**WHAT YOU WILL DO:** Only the text belongs in the answer: every line of the records below, transcribed exactly.

**DATA:**
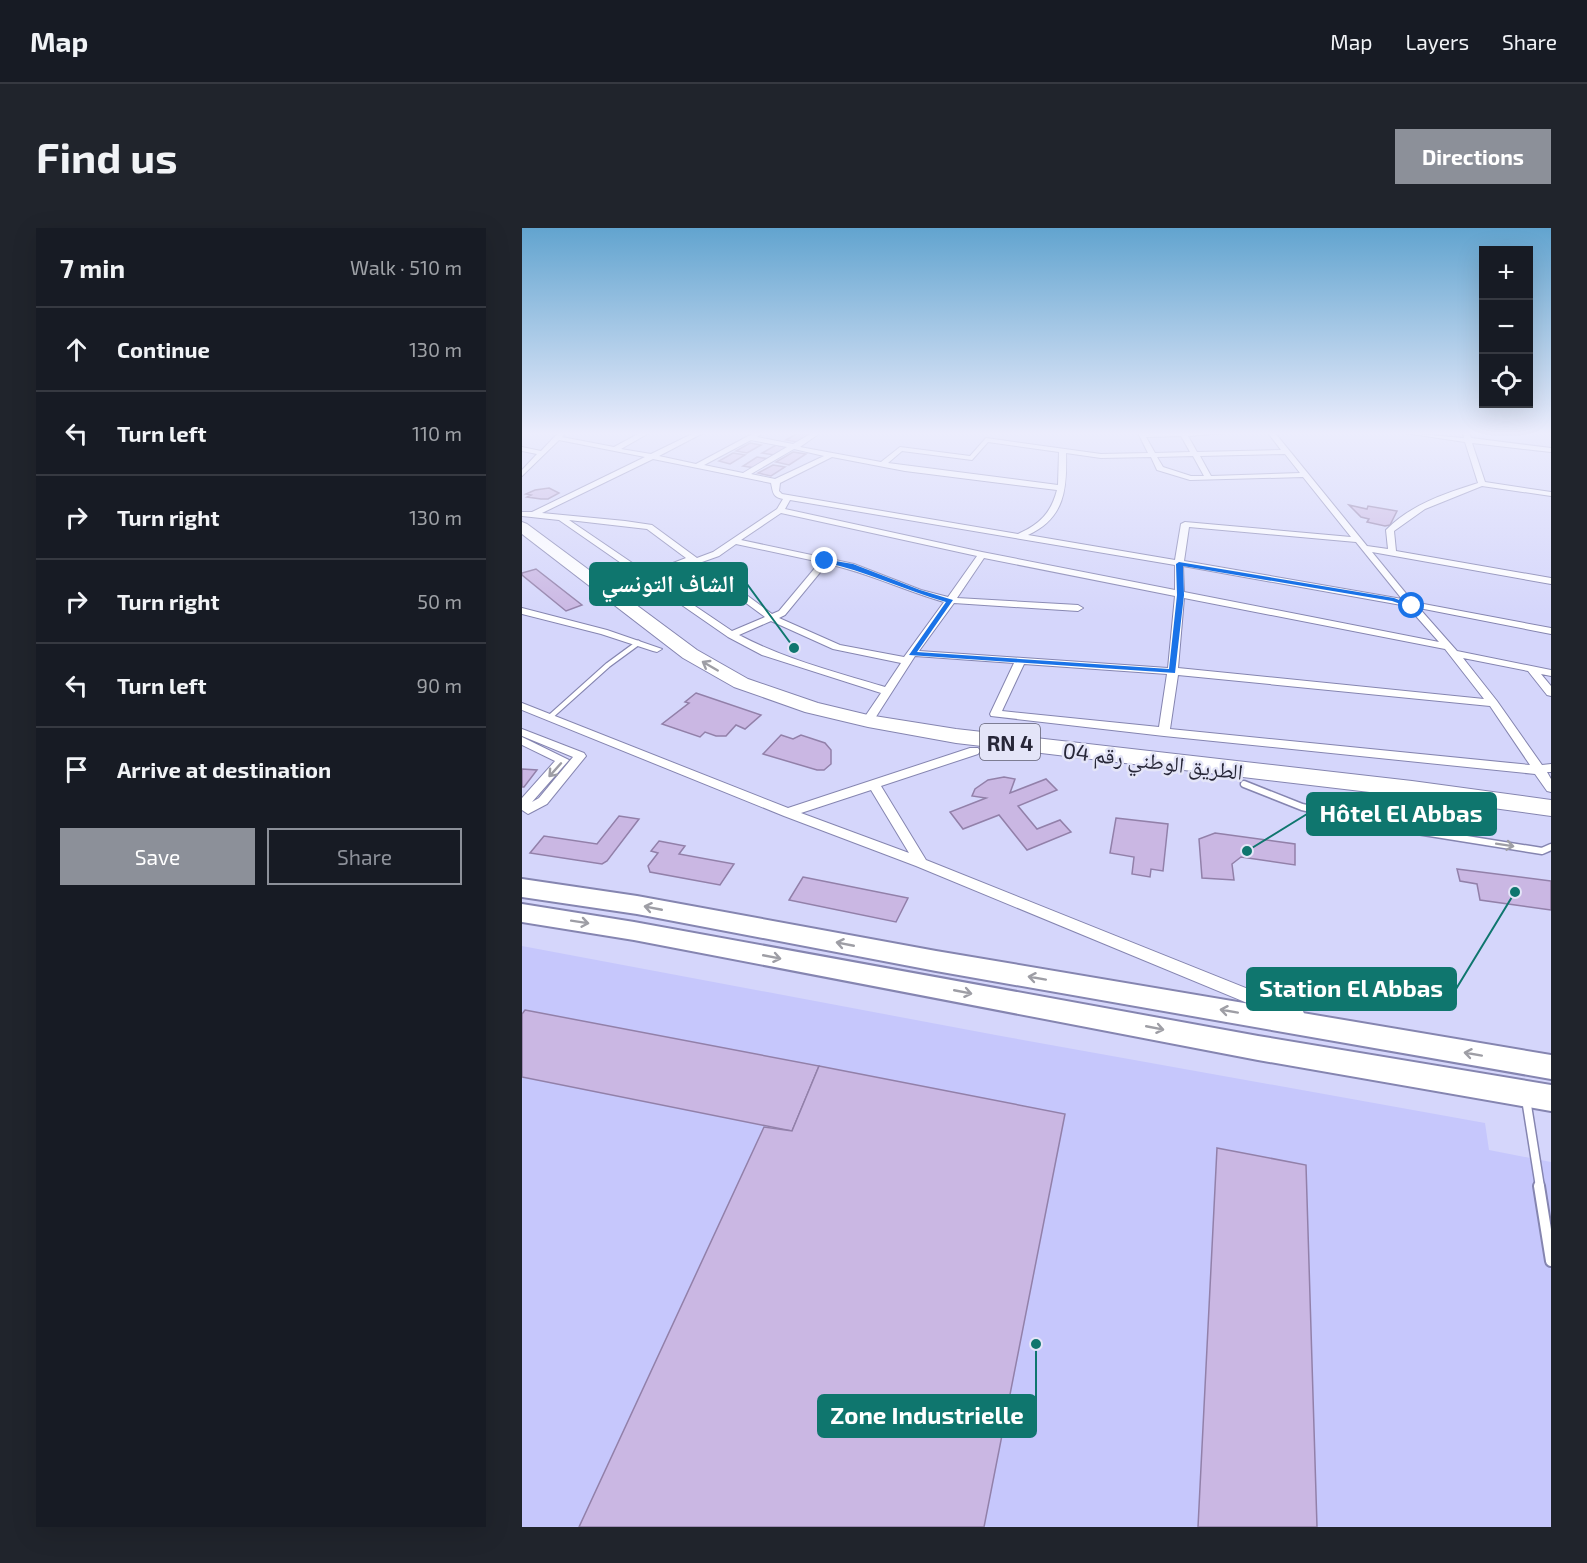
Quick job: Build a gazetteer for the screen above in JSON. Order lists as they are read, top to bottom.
{
  "streets": {
    "highway": ["RN 4", "الطريق الوطني رقم 04"]
  },
  "places": [
    "الشاف التونسي",
    "Hôtel El Abbas",
    "Station El Abbas",
    "Zone Industrielle"
  ],
  "page": {
    "header": "Map",
    "nav": ["Map", "Layers", "Share"],
    "buttons": [
      "Directions",
      ["Save", "Share"]
    ],
    "title": "Find us",
    "heading": ["7 min", "Walk · 510 m"],
    "map_buttons": ["+", "−"],
    "list": [
      ["Continue", "130 m"],
      ["Turn left", "110 m"],
      ["Turn right", "130 m"],
      ["Turn right", "50 m"],
      ["Turn left", "90 m"],
      "Arrive at destination"
    ]
  }
}
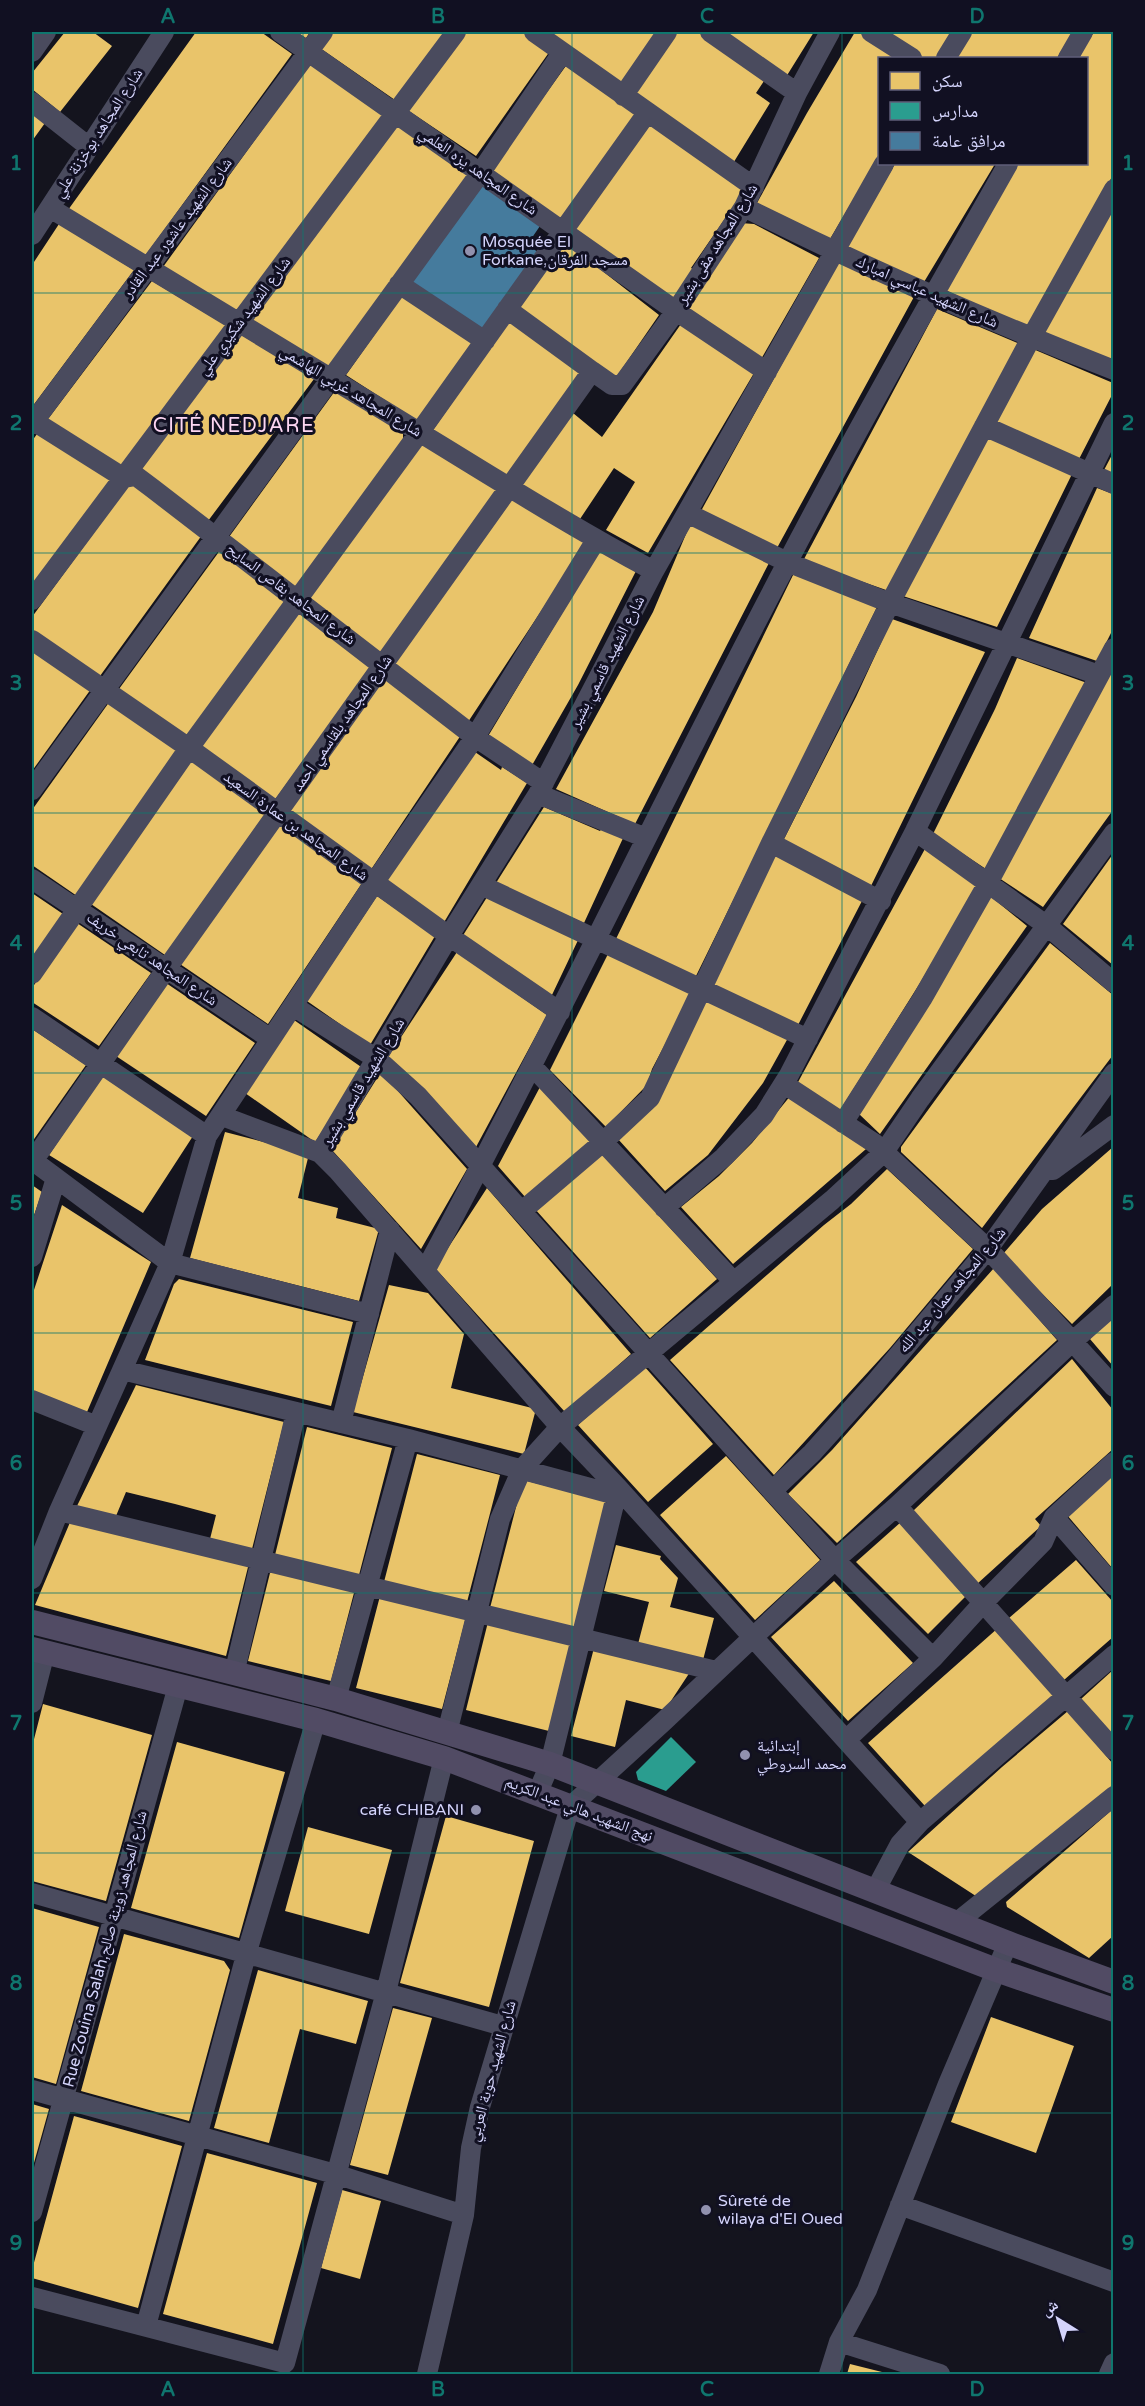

**REPLY TO THE TASK:**
Quick job: Build a gazetteer for the screen above in JSON. Order lists as they are read, top to bottom.
{
  "streets": {
    "highway": ["RN 4", "الطريق الوطني رقم 04"]
  },
  "places": [
    "الشاف التونسي",
    "Hôtel El Abbas",
    "Station El Abbas",
    "Zone Industrielle"
  ],
  "page": {
    "header": "Map",
    "nav": ["Map", "Layers", "Share"],
    "buttons": [
      "Directions",
      ["Save", "Share"]
    ],
    "title": "Find us",
    "heading": ["7 min", "Walk · 510 m"],
    "map_buttons": ["+", "−"],
    "list": [
      ["Continue", "130 m"],
      ["Turn left", "110 m"],
      ["Turn right", "130 m"],
      ["Turn right", "50 m"],
      ["Turn left", "90 m"],
      "Arrive at destination"
    ]
  }
}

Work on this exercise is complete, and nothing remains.